Importance of Maintaining Overall Health: Good overall health strengthens the immune system and aids in managing and preventing LPR symptoms.

Balanced Diet Recommendations: A balanced diet rich in fruits, vegetables, whole grains, and lean proteins supports digestive health and reduces LPR triggers.

Ensuring Adequate Rest and Sleep: Adequate rest helps the body heal and reduces stress, which can lower acid production and alleviate LPR symptoms.

Engaging in Regular Exercise: Regular physical activity promotes healthy digestion and weight management, both crucial for managing LPR.

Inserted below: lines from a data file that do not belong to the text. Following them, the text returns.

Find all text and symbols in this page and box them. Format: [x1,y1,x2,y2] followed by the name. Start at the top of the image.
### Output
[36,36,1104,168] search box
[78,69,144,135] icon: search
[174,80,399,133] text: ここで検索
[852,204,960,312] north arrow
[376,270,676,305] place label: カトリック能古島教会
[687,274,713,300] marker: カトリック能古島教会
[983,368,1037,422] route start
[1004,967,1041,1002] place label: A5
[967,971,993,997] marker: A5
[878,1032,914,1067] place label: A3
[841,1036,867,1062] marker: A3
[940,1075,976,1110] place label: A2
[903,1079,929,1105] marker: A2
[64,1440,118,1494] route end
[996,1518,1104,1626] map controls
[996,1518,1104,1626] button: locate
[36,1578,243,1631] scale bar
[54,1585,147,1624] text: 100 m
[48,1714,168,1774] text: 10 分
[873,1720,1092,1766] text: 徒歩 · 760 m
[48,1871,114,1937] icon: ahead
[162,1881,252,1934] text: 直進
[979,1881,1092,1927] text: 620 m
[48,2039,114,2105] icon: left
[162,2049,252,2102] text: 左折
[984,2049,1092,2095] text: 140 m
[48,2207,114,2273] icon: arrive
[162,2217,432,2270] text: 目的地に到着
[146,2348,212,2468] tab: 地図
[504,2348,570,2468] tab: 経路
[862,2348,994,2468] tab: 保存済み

Suggested Exercises Low-impact activities like walking, jogging, and stair climbing improve overall fitness without aggravating LPR symptoms.

Limiting Alcohol Consumption: Alcohol relaxes the LES and increases stomach acid production, so limiting intake helps reduce reflux episodes.

Avoiding Smoking: Smoking weakens the LES, increases acid production, and irritates the throat, exacerbating LPR symptoms.


Managing Laryngopharyngeal Reflux (LPR) requires a comprehensive approach that includes dietary management, natural remedies, lifestyle adjustments, and maintaining overall health. By avoiding trigger foods, incorporating natural solutions like mastic gum and probiotics, and making necessary lifestyle changes, many patients have effectively reduced and managde LPR symptoms. Regular exercise, adequate rest, and focus on essential nutrients also play a crucial role in overall health and LPR management. Embracing these strategies significantly improves the quality of life for those affected by LPR, offering a natural and holistic pathway to relief and well-being.